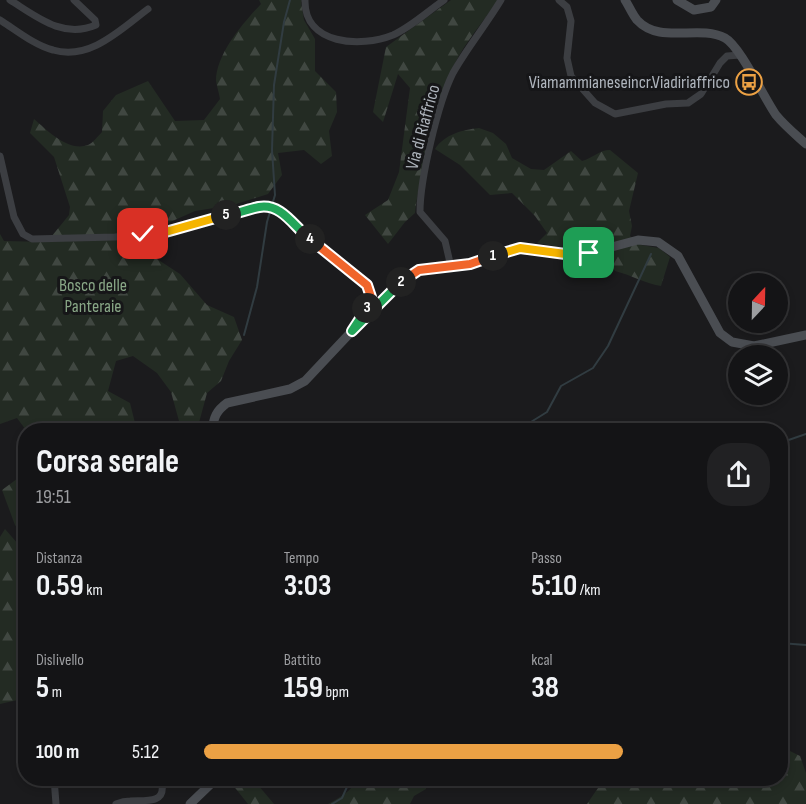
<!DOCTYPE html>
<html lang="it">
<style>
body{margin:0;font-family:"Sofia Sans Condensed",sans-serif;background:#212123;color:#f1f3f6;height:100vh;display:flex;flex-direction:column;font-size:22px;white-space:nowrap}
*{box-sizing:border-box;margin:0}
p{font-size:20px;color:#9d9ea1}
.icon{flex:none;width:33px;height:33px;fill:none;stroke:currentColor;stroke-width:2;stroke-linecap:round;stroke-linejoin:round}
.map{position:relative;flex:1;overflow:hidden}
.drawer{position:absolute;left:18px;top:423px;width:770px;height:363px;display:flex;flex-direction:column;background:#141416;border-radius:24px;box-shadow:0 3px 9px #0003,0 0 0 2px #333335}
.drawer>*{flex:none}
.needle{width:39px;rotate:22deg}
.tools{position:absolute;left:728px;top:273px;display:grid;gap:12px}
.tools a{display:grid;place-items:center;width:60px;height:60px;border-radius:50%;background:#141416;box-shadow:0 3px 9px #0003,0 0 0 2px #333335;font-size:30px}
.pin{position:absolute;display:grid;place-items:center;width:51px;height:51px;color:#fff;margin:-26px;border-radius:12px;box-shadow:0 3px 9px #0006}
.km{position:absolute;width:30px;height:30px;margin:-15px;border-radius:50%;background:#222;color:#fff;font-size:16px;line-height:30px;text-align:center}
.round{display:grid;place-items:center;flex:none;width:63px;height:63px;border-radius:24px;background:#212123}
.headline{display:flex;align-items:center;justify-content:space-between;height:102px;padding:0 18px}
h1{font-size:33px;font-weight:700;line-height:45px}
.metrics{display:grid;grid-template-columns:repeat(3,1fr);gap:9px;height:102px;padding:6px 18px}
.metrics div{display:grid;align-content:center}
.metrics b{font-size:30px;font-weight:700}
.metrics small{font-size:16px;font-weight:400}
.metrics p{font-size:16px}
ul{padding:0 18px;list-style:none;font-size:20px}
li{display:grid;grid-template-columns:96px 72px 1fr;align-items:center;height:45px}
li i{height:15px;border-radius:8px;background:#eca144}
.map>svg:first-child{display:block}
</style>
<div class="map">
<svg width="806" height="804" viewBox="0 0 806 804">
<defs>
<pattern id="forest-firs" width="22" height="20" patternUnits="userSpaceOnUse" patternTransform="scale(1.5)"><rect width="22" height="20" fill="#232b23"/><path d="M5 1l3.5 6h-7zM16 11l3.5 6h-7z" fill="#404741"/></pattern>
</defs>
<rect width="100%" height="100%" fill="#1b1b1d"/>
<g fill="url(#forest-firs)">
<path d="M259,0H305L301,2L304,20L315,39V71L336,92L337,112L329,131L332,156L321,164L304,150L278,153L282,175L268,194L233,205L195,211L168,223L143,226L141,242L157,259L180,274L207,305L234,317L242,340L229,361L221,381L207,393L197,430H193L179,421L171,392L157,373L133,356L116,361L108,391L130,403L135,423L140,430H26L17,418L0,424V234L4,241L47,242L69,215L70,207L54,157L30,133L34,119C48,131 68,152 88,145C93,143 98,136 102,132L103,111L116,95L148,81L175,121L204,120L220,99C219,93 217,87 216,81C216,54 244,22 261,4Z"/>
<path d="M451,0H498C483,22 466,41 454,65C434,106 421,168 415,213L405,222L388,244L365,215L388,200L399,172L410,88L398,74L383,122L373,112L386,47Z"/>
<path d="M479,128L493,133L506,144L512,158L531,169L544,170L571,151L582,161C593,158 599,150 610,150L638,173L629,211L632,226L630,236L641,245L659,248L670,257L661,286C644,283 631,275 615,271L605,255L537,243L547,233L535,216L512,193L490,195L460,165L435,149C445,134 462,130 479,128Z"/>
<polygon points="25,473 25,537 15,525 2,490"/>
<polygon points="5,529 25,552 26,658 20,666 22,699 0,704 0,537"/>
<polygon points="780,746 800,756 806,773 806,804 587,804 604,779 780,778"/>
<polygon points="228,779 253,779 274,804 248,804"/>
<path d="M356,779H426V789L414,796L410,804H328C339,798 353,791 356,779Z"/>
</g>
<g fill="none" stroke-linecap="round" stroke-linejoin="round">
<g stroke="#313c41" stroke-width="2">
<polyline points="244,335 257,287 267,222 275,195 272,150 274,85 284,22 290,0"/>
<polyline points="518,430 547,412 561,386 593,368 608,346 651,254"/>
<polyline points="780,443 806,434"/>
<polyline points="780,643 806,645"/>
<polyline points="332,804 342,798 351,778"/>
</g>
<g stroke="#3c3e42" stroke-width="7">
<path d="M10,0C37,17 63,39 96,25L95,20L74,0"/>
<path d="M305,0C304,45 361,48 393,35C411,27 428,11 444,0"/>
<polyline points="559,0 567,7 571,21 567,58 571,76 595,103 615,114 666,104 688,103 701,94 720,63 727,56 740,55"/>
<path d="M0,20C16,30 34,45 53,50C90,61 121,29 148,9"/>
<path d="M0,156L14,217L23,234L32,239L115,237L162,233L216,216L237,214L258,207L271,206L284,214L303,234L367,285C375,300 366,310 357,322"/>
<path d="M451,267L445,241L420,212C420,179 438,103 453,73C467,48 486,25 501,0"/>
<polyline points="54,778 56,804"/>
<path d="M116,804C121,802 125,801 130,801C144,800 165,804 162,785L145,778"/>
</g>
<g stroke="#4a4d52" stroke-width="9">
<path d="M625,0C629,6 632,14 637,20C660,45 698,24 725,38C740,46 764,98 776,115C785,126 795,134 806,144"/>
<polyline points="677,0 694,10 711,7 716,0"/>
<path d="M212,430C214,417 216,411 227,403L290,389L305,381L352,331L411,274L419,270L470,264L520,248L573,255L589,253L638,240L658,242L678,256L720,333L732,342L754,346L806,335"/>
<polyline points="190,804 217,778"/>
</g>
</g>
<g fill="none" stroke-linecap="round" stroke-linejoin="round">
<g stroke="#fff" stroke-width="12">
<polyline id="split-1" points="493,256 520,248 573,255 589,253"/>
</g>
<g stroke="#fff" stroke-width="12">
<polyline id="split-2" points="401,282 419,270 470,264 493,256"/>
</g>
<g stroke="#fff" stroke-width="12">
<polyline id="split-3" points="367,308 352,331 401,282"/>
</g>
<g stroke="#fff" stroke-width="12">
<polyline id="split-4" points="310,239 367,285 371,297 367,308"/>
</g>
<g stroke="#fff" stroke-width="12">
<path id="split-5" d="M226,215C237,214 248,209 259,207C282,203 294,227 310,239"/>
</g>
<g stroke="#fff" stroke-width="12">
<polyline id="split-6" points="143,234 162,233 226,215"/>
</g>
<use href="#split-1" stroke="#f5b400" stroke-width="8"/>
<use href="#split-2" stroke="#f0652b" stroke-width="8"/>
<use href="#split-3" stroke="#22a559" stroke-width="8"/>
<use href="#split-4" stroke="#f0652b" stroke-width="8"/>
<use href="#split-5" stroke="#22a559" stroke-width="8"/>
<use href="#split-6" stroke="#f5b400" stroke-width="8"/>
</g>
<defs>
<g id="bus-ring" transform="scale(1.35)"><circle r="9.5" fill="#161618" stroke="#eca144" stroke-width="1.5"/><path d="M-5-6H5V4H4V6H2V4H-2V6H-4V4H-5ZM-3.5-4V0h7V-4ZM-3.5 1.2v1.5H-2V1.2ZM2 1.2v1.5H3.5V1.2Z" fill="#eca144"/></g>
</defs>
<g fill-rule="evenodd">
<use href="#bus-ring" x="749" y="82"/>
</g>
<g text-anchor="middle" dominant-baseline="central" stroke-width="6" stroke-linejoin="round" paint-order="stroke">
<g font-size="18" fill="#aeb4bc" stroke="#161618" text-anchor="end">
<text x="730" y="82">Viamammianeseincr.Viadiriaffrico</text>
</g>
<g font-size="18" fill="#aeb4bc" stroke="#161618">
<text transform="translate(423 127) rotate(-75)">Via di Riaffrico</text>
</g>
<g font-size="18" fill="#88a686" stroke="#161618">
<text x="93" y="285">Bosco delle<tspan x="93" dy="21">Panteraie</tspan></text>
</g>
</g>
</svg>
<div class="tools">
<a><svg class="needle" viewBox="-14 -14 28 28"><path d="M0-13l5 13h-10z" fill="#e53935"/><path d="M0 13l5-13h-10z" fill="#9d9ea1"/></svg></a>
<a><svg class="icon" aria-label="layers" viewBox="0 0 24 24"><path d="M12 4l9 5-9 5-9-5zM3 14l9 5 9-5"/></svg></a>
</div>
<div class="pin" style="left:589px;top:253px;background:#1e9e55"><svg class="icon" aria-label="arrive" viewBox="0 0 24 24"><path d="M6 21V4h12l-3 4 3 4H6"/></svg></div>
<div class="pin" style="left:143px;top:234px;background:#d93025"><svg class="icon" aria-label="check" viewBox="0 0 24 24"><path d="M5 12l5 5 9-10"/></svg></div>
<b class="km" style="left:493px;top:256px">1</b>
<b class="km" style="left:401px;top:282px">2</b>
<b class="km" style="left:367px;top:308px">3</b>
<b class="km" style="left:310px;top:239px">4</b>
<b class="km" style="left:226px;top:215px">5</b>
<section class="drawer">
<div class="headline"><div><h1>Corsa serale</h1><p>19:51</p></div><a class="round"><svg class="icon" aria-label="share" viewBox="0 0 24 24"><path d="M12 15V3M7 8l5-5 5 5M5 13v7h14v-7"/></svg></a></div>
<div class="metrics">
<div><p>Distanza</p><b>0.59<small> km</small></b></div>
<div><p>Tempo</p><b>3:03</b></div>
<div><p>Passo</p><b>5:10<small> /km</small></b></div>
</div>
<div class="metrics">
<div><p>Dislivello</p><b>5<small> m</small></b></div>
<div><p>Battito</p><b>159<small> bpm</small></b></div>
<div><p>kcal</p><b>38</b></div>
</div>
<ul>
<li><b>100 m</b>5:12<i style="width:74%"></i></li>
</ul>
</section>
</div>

•••••

> **Work to be completed**: Show all lines from the records above where the word "tools" occurs.

> **Exercise solution**:
.tools{position:absolute;left:728px;top:273px;display:grid;gap:12px}
.tools a{display:grid;place-items:center;width:60px;height:60px;border-radius:50%;background:#141416;box-shadow:0 3px 9px #0003,0 0 0 2px #333335;font-size:30px}
<div class="tools">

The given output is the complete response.